THE TASK: Scan the records and identify every line in which the string "image" occurs, then return those lines.
(DATA RECORDS)
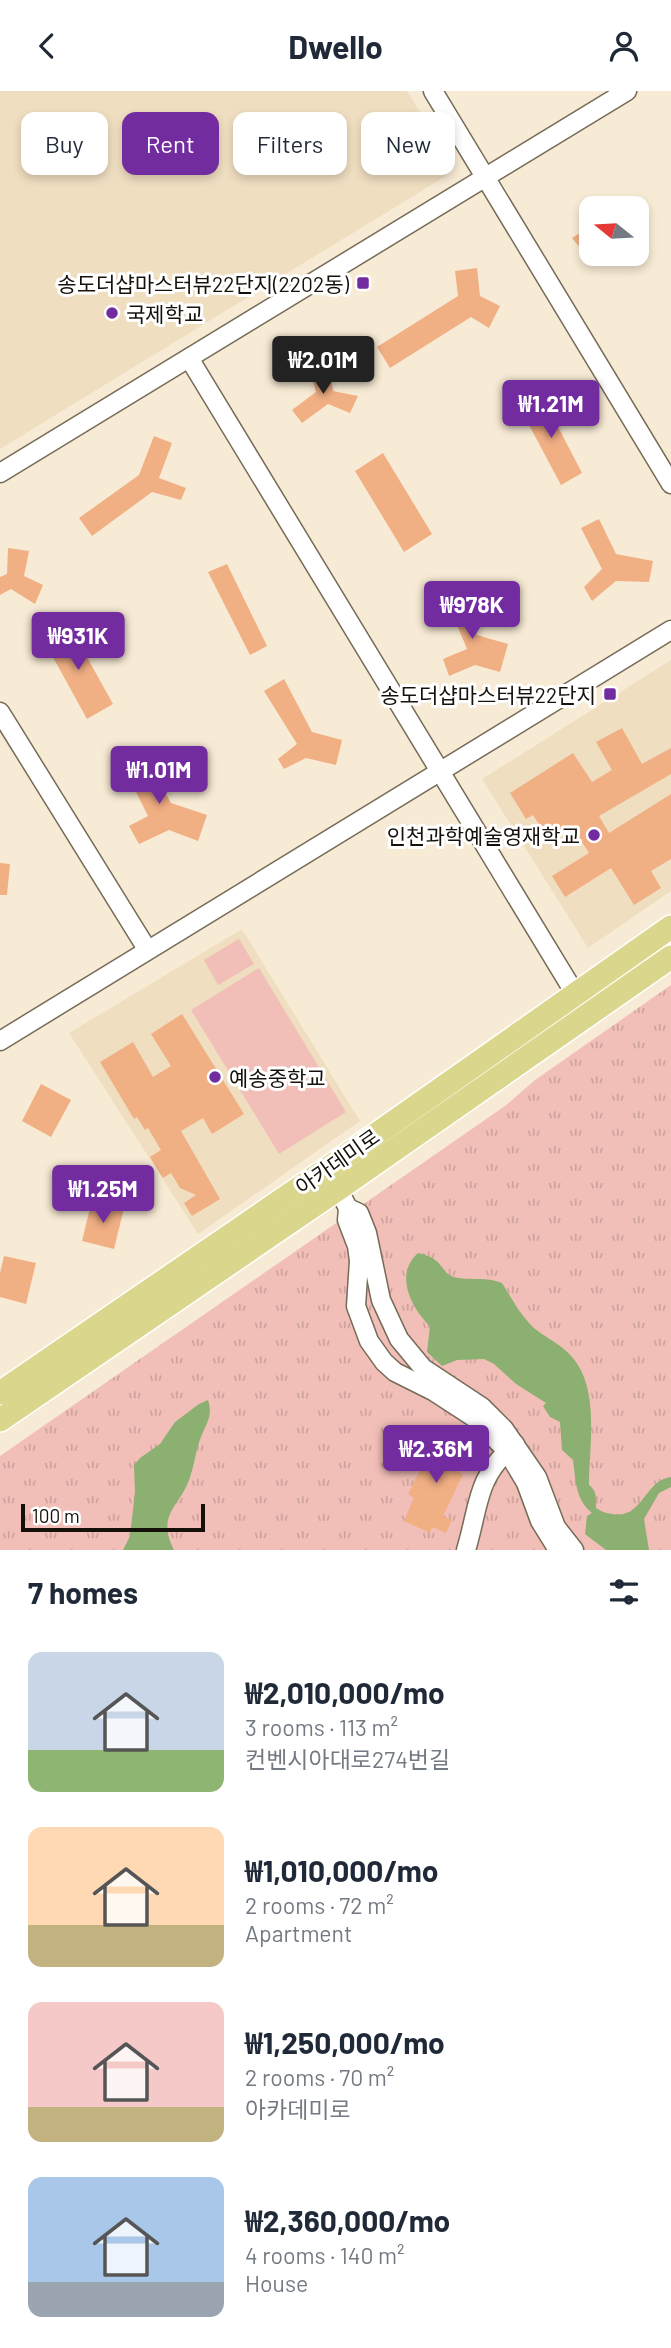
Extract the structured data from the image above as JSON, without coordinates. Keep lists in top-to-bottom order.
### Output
{
  "streets": {
    "main road": ["아카데미로"]
  },
  "places": {
    "transit": ["송도더샵마스터뷰22단지(2202동)", "송도더샵마스터뷰22단지"],
    "other": ["국제학교", "인천과학예술영재학교", "예송중학교"]
  },
  "scale_bar": "100 m",
  "north": "left",
  "page": {
    "header": "Dwello",
    "chip": [
      "Buy",
      "Rent",
      "Filters",
      "New"
    ],
    "price": [
      "₩2.01M",
      "₩1.21M",
      "₩978K",
      "₩931K",
      "₩1.01M",
      "₩1.25M",
      "₩2.36M"
    ],
    "scale": "100 m",
    "heading": "7 homes",
    "list": [
      {
        "name": "₩2,010,000/mo",
        "note": "3 rooms · 113 m² · 컨벤시아대로274번길"
      },
      {
        "name": "₩1,010,000/mo",
        "note": "2 rooms · 72 m² · Apartment"
      },
      {
        "name": "₩1,250,000/mo",
        "note": "2 rooms · 70 m² · 아카데미로"
      },
      {
        "name": "₩2,360,000/mo",
        "note": "4 rooms · 140 m² · House"
      }
    ]
  }
}
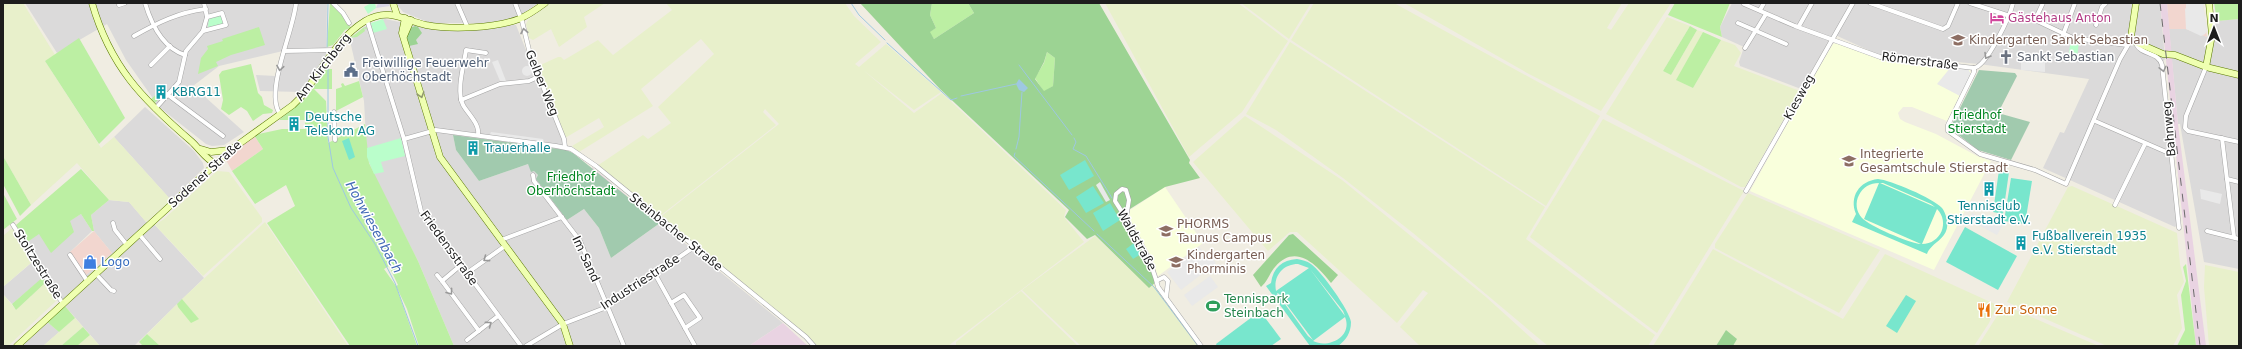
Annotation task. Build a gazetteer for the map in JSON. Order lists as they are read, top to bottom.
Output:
{
  "streets": {
    "street": [
      "Römerstraße",
      "Am Kirchberg",
      "Gelber Weg",
      "Kiesweg",
      "Bahnweg",
      "Sodener Straße",
      "Steinbacher Straße",
      "Waldstraße",
      "Friedensstraße",
      "Im Sand",
      "Stoltzestraße",
      "Industriestraße"
    ]
  },
  "crossings": [
    ["Römerstraße", "Kiesweg"],
    ["Am Kirchberg", "Sodener Straße"],
    ["Am Kirchberg", "Friedensstraße"],
    ["Gelber Weg", "Steinbacher Straße"],
    ["Sodener Straße", "Stoltzestraße"],
    ["Steinbacher Straße", "Industriestraße"],
    ["Im Sand", "Industriestraße"]
  ],
  "one_way": ["Gelber Weg", "Bahnweg"],
  "water": ["Hohwiesenbach"],
  "parks": ["Friedhof Stierstadt", "Friedhof Oberhöchstadt"],
  "places": {
    "hotel": ["Gästehaus Anton"],
    "school or university": [
      "Kindergarten Sankt Sebastian",
      "Integrierte Gesamtschule Stierstadt",
      "PHORMS Taunus Campus",
      "Kindergarten Phorminis"
    ],
    "church": ["Sankt Sebastian"],
    "public building": ["Freiwillige Feuerwehr Oberhöchstadt"],
    "building": [
      "KBRG11",
      "Deutsche Telekom AG",
      "Trauerhalle",
      "Tennisclub Stierstadt e.V.",
      "Fußballverein 1935 e.V. Stierstadt"
    ],
    "shop": ["Logo"],
    "sports": ["Tennispark Steinbach"],
    "restaurant": ["Zur Sonne"]
  },
  "north": "top"
}
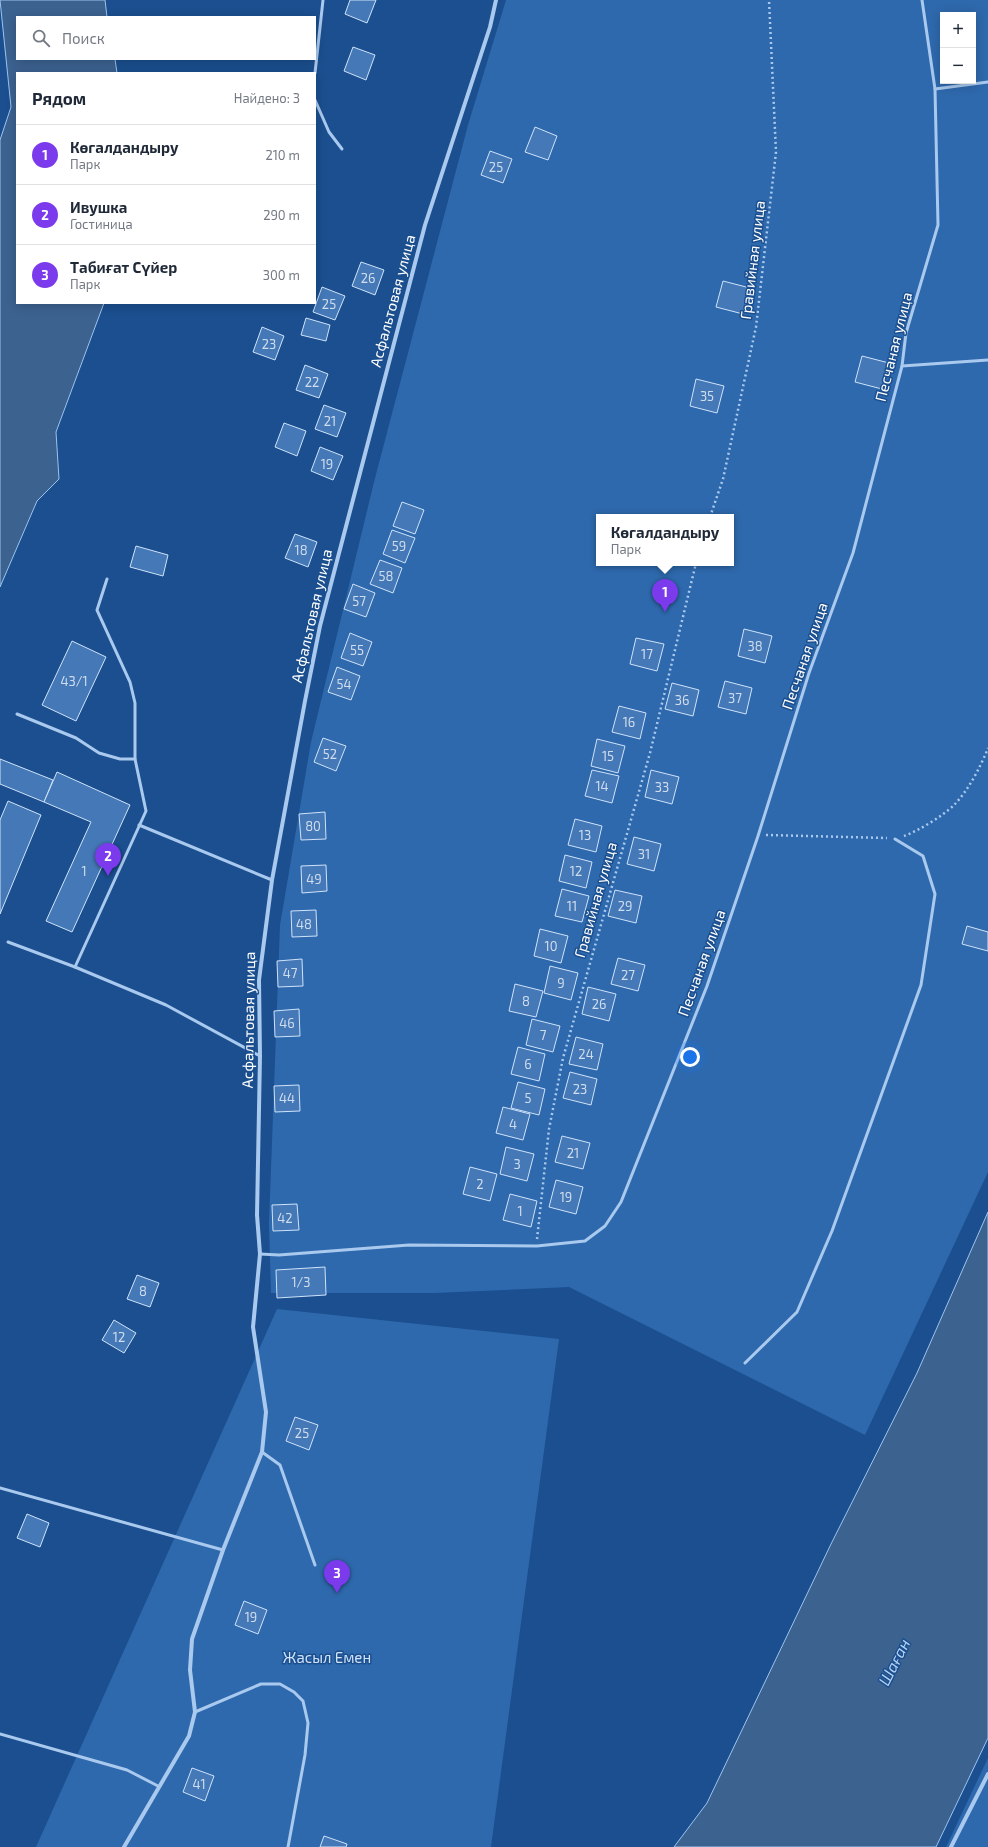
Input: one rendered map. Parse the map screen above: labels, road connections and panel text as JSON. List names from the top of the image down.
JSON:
(End DATA RECORDS)
TASK OUTPUT:
Extract the structured data from the image above as JSON, without coordinates. Keep lists in top-to-bottom order.
Input: one rendered map. Parse the map screen above: labels, road connections and panel text as JSON. List names from the top of the image down.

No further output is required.